Much of the fighting in World War I took place along the Western Front, within a system of opposing manned trenches and fortifications (separated by a "No man's land") running from the North Sea to the border of Switzerland. On the Eastern Front, the vast eastern plains and limited rail network prevented a trench warfare stalemate from developing, although the scale of the conflict was just as large. Hostilities also occurred on and under the sea and—for the first time—from the air. More than 9 million soldiers died on the various battlefields, and nearly that many more in the participating countries' home fronts on account of food shortages and genocide committed under the cover of various civil wars and internal conflicts. Notably, more people died of the worldwide influenza outbreak at the end of the war and shortly after than died in the hostilities. The unsanitary conditions engendered by the war, severe overcrowding in barracks, wartime propaganda interfering with public health warnings, and migration of so many soldiers around the world helped the outbreak become a pandemic.

Ultimately, World War I created a decisive break with the old world order that had emerged after the Napoleonic Wars, which was modified by the mid-19th century's nationalistic revolutions. The results of World War I would be important factors in the development of World War II approximately 20 years later. More immediate to the time, the partitioning of the Ottoman Empire was a political event that redrew the political boundaries of West Asia. The huge conglomeration of territories and peoples formerly ruled by the Sultan of the Ottoman Empire was divided into several new nations. The partitioning brought the creation of the modern Arab world and the Republic of Turkey. The League of Nations granted France mandates over Syria and Lebanon and granted the United Kingdom mandates over Mesopotamia and Palestine (which was later divided into two regions: Palestine and Transjordan). Parts of the Ottoman Empire on the Arabian Peninsula became parts of what are today Saudi Arabia and Yemen.

=== Revolution and war in Russia ===

Lenin

The Russian Revolution is the series of revolutions in Russia in 1917, which destroyed the Tsarist autocracy and led to the creation of the Soviet Union. Following the abdication of Nicholas II of Russia, the Russian Provisional Government was established. In October 1917, a red faction revolution occurred in which the Red Guard, armed groups of workers and deserting soldiers directed by the Bolshevik Party, seized control of Saint Petersburg (then known as Petrograd) and began an immediate armed takeover of cities and villages throughout the former Russian Empire.
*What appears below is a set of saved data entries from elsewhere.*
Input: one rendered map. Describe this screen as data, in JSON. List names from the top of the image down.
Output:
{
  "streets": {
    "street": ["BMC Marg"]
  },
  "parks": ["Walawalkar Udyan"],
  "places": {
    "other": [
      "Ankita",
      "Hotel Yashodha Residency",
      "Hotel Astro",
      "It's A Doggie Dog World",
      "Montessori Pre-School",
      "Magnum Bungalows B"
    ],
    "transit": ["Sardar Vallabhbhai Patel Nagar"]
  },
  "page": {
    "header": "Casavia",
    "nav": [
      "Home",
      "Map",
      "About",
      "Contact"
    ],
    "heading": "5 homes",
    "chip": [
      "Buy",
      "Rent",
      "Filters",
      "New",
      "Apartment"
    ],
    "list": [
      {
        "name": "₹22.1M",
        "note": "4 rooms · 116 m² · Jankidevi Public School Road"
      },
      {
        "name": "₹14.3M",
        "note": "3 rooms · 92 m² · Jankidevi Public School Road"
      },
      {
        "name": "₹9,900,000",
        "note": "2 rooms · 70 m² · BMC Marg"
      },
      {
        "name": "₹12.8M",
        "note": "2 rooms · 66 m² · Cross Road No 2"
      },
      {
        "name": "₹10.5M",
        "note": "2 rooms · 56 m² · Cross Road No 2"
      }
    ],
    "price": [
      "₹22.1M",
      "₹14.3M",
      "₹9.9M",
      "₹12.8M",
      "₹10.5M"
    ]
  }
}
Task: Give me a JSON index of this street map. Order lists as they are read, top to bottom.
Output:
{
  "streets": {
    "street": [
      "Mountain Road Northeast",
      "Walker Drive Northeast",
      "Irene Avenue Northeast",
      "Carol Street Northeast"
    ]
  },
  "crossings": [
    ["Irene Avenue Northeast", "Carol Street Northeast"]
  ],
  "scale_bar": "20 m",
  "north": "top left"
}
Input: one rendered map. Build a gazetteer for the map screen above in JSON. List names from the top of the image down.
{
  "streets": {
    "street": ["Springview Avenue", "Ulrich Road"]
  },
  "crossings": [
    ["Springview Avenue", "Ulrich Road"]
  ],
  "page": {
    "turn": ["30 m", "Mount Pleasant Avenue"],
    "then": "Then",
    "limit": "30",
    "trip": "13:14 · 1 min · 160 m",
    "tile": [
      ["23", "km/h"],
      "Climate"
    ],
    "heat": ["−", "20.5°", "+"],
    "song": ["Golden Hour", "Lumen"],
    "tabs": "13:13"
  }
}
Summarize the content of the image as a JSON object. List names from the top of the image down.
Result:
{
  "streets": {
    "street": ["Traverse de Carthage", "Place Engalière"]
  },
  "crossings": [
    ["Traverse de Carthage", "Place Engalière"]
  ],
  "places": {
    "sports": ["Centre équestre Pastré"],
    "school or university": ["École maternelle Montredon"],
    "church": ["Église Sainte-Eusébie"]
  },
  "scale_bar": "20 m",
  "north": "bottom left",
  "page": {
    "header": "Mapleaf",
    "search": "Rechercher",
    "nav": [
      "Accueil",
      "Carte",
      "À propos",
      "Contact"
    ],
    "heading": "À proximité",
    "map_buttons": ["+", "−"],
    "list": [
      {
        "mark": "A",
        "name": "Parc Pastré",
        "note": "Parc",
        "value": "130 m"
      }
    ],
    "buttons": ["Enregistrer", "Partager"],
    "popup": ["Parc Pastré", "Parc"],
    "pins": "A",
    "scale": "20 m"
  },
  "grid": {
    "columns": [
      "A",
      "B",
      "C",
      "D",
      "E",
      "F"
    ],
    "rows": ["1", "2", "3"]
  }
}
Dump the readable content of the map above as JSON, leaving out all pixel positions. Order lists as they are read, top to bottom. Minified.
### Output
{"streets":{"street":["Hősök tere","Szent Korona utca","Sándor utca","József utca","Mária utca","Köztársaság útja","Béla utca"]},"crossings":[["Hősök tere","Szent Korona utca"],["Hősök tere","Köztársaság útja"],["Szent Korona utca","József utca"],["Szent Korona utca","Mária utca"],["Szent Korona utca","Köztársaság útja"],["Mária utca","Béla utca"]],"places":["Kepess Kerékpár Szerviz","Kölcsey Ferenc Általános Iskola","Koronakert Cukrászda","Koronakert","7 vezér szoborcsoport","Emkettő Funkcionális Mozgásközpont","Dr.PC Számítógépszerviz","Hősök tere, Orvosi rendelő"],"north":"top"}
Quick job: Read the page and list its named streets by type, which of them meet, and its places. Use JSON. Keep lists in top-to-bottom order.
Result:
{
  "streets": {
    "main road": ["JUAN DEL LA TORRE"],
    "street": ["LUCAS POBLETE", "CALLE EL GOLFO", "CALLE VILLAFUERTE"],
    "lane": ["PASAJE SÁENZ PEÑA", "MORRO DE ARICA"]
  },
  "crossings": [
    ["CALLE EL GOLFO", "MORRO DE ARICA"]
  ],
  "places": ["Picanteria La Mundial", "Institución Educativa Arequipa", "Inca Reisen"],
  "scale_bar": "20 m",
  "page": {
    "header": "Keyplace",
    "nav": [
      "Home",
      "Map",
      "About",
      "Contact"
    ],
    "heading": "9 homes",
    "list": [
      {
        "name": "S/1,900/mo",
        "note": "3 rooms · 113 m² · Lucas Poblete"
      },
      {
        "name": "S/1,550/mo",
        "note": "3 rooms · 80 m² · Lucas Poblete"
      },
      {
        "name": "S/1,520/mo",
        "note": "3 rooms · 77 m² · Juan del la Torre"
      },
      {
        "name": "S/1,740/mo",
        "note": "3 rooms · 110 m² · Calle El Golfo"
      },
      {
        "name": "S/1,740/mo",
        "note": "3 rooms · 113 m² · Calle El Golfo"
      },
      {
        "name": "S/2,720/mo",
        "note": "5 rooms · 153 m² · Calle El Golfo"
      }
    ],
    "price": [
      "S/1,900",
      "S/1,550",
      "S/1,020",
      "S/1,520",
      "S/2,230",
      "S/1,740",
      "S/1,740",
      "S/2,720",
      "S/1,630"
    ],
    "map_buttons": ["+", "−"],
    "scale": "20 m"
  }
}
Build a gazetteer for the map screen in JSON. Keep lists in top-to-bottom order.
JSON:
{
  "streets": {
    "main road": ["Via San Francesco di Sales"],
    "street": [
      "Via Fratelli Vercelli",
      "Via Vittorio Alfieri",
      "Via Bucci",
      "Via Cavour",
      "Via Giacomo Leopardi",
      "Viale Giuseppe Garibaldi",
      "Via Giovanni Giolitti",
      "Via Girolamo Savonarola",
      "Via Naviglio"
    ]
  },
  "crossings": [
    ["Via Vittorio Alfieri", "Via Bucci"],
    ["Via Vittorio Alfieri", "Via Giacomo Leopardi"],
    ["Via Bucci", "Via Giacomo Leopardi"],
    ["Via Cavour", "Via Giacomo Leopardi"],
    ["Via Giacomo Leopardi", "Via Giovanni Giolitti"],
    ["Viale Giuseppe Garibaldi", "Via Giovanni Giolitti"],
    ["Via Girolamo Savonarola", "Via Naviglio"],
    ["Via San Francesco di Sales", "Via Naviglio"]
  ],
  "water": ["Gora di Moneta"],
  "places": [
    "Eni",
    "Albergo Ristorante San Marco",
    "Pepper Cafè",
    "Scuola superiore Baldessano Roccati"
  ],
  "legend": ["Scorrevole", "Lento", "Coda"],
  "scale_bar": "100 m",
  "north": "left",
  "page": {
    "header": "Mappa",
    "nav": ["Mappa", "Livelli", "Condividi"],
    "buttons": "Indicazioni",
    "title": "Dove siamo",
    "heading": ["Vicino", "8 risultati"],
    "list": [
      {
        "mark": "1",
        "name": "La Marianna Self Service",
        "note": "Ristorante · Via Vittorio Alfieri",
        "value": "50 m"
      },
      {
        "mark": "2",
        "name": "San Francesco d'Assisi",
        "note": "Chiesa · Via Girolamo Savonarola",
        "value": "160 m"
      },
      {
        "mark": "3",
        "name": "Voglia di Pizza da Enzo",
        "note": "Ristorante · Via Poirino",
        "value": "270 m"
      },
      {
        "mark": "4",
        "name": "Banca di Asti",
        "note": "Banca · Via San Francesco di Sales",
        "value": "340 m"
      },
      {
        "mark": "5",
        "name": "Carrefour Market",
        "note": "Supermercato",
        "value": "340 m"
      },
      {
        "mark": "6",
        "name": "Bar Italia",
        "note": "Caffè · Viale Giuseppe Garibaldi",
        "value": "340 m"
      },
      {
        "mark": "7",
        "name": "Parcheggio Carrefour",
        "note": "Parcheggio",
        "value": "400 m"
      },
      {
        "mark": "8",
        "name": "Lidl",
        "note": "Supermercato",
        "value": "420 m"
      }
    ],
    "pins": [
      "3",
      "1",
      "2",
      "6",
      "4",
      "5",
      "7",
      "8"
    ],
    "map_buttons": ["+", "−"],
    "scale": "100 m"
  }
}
Another action in 1917 that is of note was the armistice signed between Russia and the Central Powers at Brest-Litovsk. As a condition for peace, the treaty by the Central Powers conceded huge portions of the former Russian Empire to Imperial Germany and the Ottoman Empire, greatly upsetting nationalists and conservatives. The Bolsheviks made peace with the German Empire and the Central Powers, as they had promised the Russian people prior to the Revolution. Vladimir Lenin's decision has been attributed to his sponsorship by the foreign office of Wilhelm II, German Emperor, offered by the latter in hopes that with a revolution, Russia would withdraw from World War I. This suspicion was bolstered by the German Foreign Ministry's sponsorship of Lenin's return to Petrograd (St. Petersburg). The Western Allies expressed their dismay at the Bolsheviks, upset at:
1. the withdrawal of Russia from the war effort,
2. worried about a possible Russo-German alliance, and
3. galvanized by the prospect of the Bolsheviks making good their threats to assume no responsibility for, and so default on, Imperial Russia's massive foreign loans. (Note: The legal notion of odious debt had not yet been formulated.)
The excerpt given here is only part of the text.